Not Going Back
Lorena Peña and a generation of FMLN militants adjust to the promise and limits of state power.
There’s no doubt that Lorena Peña has devoted her life to the struggle. Like other Farabundo Martí National Liberation Front (FMLN) militants of her generation, she’s fought for a democratic, egalitarian, and free El Salvador.
It’s come at great cost. All three of Peña’s siblings were killed in the war, along with her first husband and countless friends. She abandoned university to join the armed struggle, and even sacrificed raising her children, leaving them with their grandmother so she could return to the front. In her 2009 autobiography, Peña wrote: “I have had to recruit myself a thousand times to our humanist liberation struggle. I have asked myself the question of whether such effort was worth it.” After so much sacrifice, the answer could only be “yes.”

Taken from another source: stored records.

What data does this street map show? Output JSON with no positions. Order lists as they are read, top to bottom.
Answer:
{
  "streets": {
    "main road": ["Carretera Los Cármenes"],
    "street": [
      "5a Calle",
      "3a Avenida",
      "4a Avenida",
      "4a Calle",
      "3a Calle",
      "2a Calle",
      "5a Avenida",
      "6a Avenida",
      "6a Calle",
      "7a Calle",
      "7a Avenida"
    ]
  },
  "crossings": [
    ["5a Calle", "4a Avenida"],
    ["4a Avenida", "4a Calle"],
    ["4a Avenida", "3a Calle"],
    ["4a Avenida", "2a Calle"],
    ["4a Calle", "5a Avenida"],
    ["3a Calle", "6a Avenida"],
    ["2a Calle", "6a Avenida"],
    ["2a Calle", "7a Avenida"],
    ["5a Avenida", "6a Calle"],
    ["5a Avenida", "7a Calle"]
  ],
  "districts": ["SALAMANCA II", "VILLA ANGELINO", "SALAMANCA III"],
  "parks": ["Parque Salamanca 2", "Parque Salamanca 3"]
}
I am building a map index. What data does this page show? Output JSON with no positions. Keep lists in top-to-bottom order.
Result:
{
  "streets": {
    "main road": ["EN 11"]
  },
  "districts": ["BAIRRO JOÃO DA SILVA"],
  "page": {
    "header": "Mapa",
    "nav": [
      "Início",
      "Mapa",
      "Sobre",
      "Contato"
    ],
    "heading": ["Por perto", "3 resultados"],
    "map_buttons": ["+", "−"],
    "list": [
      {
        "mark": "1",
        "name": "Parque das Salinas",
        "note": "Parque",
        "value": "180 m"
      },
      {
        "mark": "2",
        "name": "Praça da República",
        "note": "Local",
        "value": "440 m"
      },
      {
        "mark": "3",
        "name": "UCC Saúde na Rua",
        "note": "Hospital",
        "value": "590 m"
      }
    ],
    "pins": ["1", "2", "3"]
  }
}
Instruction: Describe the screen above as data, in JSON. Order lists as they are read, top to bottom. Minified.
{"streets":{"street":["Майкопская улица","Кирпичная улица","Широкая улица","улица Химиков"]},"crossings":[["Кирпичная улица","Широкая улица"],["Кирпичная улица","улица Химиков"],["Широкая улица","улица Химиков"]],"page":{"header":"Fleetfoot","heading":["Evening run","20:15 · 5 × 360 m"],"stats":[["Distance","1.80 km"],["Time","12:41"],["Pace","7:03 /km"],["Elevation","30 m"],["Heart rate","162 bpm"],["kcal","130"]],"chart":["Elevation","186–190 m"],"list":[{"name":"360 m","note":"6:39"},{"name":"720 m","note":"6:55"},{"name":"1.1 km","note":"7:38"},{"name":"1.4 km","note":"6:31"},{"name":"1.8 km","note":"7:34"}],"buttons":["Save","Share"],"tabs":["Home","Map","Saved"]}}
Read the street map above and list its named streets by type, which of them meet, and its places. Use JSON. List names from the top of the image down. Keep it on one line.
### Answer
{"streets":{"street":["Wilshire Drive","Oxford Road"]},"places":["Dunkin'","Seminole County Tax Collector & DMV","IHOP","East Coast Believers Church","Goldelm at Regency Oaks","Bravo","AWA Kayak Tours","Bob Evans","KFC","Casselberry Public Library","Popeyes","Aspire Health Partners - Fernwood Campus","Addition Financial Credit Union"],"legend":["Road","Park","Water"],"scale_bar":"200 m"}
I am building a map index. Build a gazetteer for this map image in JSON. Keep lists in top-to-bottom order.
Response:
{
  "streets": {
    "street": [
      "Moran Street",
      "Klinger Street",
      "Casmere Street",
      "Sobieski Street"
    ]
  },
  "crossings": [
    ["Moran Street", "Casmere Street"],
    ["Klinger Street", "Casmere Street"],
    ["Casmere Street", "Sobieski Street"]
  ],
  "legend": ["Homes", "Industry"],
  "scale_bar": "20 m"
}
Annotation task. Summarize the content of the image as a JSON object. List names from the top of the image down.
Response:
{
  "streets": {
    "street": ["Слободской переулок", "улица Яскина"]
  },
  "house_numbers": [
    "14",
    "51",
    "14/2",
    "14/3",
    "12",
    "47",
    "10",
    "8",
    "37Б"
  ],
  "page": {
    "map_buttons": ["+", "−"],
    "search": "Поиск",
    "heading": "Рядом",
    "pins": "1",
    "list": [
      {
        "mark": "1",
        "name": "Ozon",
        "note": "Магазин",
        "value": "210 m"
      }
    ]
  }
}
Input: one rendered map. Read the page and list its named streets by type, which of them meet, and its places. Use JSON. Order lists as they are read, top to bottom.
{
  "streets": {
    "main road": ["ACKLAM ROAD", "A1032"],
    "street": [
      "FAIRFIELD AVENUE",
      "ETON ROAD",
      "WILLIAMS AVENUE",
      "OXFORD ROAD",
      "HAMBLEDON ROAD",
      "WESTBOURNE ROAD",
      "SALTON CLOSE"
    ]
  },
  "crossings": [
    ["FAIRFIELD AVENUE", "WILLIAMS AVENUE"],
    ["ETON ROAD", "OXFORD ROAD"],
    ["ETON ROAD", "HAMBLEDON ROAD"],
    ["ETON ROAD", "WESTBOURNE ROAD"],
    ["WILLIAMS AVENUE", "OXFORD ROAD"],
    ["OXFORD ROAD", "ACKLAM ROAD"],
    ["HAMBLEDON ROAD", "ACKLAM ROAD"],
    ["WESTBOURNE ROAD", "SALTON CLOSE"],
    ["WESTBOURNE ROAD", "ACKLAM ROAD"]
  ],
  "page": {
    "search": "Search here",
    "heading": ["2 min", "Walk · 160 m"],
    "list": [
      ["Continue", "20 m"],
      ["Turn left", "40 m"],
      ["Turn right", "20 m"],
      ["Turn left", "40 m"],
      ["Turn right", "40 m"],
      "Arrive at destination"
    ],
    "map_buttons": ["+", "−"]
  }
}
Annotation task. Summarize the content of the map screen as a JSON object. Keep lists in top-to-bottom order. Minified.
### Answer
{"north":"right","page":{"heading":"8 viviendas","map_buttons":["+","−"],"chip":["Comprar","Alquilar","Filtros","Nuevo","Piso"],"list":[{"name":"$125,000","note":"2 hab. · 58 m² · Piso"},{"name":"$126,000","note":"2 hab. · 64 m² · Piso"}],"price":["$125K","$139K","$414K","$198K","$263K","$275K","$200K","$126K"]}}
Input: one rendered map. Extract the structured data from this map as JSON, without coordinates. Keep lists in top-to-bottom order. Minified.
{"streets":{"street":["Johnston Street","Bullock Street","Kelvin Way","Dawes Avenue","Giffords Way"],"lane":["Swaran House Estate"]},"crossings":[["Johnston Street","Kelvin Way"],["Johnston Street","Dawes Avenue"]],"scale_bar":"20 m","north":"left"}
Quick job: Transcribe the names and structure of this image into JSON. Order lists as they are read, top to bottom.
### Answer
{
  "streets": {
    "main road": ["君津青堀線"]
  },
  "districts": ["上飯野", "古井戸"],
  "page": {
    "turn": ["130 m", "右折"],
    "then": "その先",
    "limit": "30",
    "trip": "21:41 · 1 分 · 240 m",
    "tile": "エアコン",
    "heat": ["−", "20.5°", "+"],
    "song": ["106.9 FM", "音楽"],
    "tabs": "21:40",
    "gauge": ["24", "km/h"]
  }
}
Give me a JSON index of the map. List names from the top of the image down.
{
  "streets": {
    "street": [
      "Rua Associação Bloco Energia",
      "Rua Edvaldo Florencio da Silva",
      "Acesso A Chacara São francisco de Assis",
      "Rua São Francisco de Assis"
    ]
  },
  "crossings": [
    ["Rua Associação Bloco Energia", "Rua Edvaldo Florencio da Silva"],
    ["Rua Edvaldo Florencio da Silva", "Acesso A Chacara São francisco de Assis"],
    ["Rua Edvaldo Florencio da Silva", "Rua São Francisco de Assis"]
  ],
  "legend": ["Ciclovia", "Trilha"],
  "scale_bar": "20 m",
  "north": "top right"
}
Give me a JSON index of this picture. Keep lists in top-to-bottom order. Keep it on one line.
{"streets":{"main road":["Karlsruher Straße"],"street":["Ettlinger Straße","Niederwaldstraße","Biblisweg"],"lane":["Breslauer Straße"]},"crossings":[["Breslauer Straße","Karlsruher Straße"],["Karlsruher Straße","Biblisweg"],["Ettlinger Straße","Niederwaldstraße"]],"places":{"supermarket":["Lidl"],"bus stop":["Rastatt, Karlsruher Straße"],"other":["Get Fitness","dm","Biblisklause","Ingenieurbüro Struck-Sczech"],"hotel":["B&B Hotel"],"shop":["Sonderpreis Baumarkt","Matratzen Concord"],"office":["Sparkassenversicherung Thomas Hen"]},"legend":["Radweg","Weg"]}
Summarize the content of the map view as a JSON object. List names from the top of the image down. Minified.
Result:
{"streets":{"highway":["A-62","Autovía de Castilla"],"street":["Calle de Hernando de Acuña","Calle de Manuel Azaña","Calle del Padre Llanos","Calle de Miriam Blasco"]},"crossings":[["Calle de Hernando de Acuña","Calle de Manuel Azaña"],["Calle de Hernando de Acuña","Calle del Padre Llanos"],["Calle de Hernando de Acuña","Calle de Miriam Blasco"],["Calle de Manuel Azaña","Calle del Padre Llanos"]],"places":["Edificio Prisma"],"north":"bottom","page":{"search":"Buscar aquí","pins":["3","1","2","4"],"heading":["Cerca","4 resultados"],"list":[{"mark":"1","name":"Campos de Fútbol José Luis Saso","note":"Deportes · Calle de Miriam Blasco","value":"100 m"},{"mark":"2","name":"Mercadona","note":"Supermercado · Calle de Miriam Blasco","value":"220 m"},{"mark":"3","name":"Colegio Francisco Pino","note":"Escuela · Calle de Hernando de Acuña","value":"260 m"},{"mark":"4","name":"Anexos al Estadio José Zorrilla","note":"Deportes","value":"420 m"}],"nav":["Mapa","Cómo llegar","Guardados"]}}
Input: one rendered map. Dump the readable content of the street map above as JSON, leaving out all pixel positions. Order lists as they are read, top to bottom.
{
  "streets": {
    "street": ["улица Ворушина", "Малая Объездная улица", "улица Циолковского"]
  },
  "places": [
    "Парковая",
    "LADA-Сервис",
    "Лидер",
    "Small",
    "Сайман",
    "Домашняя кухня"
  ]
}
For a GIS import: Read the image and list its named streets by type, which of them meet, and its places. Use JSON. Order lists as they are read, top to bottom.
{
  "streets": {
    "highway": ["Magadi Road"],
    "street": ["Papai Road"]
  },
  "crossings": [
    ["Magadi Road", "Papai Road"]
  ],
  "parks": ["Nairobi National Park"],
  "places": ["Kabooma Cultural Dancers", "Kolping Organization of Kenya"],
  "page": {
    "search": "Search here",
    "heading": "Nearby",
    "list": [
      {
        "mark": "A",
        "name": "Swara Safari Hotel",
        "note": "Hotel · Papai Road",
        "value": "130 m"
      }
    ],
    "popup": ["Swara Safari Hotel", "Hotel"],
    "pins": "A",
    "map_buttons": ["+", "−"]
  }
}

Peña is a formidable figure in Salvadoran politics. As a guerrilla commander during the civil war between the leftist FMLN and the US-backed military dictatorship, she helped negotiate an end to the brutal twelve-year conflict. As the FMLN was beginning its transition from insurgent army to political party in the early 1990s, Peña helped found and lead the Las Mélidas feminist organization and brought the fight against patriarchy into the FMLN itself. “We launched a huge political and ideological offensive in the ranks of the party,” she remembers proudly. “We were able to establish the Women’s Secretariat in that context, and an institutional gender policy.”